Wireshark-dev: Re: [Wireshark-dev] Note about proto_tree_add_unicode_string (r43379)
Le 19/06/2012 21:14, Pascal Quantin a écrit :
> Le 19/06/2012 21:01, Jakub Zawadzki a écrit :
>> Hi,
>>
>> String from tvb_get_ephemeral_string() still needs escaping with format_text(),
>> cause it doesn't check encoding.
>>
>> When you use:
>> tvb_get_ephemeral_string_enc(tvb, offset, length, ENC_UTF_8 | ENC_NA);
>>
>> It guarantees result encoded in UTF-8:
>> * string as converted from the appropriate encoding to UTF-8 ...
>>
>> (Code to do it is still in XXX's but this is bug in libwireshark and no one can blame you that you used wrong function :))
> Hi,
>
> thanks for the hint (and for adding proto_tree_add_unicode_string :) ).
> Still I probably miss something but when looking at the code for
> tvb_get_ephemeral_string_enc, I see:
> case ENC_ASCII:
> default:
> /*
> * For now, we treat bogus values as meaning
> * "ASCII" rather than reporting an error,
> * for the benefit of old dissectors written
> * when the last argument to proto_tree_add_item()

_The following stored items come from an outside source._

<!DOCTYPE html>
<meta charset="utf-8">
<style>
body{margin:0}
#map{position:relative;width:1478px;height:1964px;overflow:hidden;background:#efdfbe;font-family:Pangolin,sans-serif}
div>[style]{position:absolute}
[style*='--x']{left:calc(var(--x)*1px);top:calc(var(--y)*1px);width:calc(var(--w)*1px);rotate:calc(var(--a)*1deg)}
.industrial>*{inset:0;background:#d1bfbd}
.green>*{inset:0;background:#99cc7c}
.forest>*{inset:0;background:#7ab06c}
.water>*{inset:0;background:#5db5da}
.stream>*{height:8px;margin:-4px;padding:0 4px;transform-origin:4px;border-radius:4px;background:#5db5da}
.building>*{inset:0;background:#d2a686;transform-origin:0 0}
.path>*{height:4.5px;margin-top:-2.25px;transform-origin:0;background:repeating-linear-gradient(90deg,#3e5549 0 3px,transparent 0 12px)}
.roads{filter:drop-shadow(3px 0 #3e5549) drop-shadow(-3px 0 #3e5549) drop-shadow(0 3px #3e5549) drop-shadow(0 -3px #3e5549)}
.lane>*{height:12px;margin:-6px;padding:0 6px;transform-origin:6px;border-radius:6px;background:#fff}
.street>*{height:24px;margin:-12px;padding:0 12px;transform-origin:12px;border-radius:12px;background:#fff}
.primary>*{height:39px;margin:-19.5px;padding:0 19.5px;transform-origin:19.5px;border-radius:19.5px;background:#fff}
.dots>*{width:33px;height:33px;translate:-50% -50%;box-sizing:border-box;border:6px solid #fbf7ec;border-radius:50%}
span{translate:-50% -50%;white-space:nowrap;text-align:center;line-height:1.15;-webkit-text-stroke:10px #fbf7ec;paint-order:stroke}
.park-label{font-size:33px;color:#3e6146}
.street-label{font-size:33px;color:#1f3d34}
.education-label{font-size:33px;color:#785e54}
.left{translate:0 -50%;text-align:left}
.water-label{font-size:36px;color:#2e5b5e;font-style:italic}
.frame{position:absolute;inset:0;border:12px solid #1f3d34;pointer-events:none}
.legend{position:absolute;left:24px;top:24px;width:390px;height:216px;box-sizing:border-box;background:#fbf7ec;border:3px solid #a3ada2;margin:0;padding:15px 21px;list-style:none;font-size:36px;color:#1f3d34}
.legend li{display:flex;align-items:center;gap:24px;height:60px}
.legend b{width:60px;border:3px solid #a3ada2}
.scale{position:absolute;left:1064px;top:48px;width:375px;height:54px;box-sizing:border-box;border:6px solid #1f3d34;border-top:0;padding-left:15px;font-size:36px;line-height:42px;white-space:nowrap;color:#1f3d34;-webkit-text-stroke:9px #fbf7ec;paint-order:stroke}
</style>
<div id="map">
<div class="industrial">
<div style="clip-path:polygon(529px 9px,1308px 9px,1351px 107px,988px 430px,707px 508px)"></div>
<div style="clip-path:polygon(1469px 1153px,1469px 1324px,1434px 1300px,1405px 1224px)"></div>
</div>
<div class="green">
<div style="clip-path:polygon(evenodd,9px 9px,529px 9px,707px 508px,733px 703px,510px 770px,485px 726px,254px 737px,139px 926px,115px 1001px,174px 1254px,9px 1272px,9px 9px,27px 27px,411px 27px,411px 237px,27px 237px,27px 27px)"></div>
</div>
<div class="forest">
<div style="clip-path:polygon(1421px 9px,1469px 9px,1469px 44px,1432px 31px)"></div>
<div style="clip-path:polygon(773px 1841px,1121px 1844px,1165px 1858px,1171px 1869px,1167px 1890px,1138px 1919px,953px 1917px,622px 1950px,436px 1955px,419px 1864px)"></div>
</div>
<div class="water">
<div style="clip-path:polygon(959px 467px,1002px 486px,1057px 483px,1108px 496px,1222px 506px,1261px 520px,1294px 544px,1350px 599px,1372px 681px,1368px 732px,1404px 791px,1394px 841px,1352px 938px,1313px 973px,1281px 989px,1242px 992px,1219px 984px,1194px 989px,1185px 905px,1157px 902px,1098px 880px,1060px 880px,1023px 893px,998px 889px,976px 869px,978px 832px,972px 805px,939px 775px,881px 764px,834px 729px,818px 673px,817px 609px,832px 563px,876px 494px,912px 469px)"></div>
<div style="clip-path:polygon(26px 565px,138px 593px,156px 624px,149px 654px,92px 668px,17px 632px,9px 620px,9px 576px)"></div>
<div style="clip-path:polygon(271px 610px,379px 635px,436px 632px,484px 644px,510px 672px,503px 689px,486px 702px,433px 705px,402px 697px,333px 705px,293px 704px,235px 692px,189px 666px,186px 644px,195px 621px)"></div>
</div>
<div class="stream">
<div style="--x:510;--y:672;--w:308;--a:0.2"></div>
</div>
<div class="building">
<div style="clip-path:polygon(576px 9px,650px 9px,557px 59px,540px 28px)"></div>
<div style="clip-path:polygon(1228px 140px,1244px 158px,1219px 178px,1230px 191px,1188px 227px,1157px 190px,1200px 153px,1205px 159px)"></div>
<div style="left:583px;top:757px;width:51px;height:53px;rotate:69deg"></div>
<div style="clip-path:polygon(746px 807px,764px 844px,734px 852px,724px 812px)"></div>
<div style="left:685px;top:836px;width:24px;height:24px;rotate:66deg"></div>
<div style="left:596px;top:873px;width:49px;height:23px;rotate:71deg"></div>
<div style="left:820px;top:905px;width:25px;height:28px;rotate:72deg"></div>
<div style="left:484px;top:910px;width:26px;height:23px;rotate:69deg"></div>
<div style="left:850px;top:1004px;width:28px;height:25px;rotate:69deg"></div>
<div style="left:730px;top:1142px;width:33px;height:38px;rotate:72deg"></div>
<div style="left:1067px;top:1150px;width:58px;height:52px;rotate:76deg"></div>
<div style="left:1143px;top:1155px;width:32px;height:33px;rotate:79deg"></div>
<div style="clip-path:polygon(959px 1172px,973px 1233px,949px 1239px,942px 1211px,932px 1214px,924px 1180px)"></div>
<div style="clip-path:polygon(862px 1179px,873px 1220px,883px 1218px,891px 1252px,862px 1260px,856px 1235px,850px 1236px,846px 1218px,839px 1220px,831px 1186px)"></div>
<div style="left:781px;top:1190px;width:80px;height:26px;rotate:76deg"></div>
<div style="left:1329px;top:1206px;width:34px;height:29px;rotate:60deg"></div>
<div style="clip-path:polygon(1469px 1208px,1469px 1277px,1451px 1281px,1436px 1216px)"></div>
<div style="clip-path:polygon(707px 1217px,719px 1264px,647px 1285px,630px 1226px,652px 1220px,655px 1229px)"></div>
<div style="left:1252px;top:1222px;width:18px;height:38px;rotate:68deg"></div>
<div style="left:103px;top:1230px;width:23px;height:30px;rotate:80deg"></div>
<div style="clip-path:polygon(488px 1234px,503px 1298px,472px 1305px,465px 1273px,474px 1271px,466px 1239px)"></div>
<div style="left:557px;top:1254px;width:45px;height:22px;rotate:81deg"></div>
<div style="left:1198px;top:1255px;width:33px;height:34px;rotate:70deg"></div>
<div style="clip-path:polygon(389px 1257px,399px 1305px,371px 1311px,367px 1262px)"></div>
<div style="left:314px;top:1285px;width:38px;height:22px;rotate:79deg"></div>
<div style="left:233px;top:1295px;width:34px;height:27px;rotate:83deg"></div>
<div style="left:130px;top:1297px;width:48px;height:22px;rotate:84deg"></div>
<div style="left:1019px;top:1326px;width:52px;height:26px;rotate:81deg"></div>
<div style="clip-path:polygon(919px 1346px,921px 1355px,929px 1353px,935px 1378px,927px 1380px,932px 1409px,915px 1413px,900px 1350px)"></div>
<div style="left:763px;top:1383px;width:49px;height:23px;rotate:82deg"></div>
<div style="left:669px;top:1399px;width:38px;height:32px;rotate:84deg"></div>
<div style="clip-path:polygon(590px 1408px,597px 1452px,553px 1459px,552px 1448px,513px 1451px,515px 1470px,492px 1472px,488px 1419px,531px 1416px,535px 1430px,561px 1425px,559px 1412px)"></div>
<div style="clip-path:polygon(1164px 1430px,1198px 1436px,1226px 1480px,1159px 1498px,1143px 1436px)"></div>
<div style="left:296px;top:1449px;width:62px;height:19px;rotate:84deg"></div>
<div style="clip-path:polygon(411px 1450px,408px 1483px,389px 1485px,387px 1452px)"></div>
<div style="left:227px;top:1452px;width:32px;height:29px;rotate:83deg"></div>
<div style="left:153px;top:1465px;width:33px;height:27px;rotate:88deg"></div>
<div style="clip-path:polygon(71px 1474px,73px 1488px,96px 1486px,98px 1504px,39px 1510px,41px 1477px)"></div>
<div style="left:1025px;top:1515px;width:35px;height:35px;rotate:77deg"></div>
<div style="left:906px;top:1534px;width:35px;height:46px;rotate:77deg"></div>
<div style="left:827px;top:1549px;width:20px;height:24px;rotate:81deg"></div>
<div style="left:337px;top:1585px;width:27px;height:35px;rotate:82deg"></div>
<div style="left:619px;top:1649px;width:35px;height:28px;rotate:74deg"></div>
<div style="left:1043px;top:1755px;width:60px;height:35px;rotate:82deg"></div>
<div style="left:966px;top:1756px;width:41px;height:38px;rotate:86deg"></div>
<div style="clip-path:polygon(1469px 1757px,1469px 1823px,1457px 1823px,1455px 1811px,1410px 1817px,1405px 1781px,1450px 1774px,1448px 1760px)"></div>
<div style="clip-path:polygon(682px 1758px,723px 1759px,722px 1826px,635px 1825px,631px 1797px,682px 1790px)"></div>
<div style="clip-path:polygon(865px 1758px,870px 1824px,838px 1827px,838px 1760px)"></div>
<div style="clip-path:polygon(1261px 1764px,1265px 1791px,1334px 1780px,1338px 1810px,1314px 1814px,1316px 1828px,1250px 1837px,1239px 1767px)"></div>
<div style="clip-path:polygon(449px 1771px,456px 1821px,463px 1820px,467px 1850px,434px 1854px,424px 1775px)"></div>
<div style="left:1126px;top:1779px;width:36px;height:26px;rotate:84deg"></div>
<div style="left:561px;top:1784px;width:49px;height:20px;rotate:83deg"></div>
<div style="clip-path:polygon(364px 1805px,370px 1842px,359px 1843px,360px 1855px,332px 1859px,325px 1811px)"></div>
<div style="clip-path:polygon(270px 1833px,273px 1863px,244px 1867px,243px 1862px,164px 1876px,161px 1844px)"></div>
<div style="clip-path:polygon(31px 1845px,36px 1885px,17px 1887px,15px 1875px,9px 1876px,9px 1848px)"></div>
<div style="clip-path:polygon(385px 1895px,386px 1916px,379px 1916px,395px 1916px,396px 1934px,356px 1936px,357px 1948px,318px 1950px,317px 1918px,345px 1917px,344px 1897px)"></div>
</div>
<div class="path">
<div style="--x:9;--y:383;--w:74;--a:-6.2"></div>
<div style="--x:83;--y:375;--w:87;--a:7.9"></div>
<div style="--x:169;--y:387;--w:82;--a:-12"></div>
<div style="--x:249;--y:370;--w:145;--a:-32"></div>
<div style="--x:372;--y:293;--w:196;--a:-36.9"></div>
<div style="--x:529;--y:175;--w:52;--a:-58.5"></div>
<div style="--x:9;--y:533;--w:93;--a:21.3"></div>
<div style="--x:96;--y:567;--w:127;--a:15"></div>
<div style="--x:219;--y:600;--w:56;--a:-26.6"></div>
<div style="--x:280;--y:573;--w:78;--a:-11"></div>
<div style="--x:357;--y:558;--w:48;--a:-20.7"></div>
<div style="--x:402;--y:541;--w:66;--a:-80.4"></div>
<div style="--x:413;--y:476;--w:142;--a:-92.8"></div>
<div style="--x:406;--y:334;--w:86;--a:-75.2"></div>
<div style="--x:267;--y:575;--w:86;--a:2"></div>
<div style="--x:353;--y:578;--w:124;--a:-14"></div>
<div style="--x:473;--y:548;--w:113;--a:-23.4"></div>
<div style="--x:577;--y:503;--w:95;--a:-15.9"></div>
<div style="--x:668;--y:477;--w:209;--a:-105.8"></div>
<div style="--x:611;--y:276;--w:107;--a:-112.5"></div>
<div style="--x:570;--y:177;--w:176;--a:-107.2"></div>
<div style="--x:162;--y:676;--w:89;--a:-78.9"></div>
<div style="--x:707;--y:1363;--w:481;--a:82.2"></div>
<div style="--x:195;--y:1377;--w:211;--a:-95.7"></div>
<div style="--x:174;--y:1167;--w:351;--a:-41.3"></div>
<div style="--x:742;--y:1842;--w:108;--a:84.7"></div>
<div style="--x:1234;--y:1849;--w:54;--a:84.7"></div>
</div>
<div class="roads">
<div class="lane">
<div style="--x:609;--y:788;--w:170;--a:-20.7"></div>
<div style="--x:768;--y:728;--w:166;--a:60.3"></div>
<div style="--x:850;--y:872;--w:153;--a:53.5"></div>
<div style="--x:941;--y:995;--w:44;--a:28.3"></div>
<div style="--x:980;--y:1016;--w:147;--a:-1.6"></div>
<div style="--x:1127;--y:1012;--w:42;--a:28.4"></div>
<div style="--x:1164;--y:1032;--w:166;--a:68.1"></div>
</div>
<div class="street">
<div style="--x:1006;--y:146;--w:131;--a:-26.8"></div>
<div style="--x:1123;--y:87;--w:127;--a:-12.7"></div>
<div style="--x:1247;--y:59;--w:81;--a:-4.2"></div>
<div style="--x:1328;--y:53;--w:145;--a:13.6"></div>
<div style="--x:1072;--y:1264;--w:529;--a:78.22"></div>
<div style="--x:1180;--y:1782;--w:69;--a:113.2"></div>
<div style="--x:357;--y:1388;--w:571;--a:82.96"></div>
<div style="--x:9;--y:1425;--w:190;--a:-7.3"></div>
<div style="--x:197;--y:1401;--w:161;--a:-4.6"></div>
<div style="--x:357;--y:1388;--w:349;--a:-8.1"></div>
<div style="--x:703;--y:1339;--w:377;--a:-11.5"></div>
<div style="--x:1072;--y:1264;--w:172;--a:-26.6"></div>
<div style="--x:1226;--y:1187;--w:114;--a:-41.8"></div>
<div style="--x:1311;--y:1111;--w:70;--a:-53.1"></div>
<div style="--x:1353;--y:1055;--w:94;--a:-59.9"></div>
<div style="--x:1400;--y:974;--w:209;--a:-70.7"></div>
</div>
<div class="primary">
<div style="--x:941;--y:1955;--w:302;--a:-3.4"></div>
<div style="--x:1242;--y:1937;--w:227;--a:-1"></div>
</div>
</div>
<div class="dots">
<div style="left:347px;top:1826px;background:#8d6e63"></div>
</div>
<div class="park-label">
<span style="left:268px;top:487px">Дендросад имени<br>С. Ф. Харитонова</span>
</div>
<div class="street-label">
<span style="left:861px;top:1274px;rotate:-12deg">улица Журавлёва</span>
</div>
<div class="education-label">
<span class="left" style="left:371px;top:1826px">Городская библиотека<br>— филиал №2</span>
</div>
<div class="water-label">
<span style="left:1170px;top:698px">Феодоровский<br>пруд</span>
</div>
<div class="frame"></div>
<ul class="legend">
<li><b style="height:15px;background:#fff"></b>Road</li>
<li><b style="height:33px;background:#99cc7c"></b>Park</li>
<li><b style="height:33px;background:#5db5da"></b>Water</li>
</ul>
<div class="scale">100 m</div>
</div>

> * was a gboolean for the byte order, not an
> * encoding value, and passed non-zero values
> * other than TRUE to mean "little-endian".
> *
> * XXX - should map all octets with the 8th bit
> * not set to a "substitute" UTF-8 character.
> */
> strbuf = tvb_get_ephemeral_string(tvb, offset, length);
> break;
>
> case ENC_UTF_8:
> /*
> * XXX - should map all invalid UTF-8 sequences
> * to a "substitute" UTF-8 character.
> */
> strbuf = tvb_get_ephemeral_string(tvb, offset, length);
> break;
>
> Do you mean we should already start using tvb_get_ephemeral_string_enc
> to continue working once the check for the ASCII 8th bit will be in place?
>
> Regards,
> Pascal.
Forget about it, I just saw your sentence in parenthesis :)
Regards,
Pascal.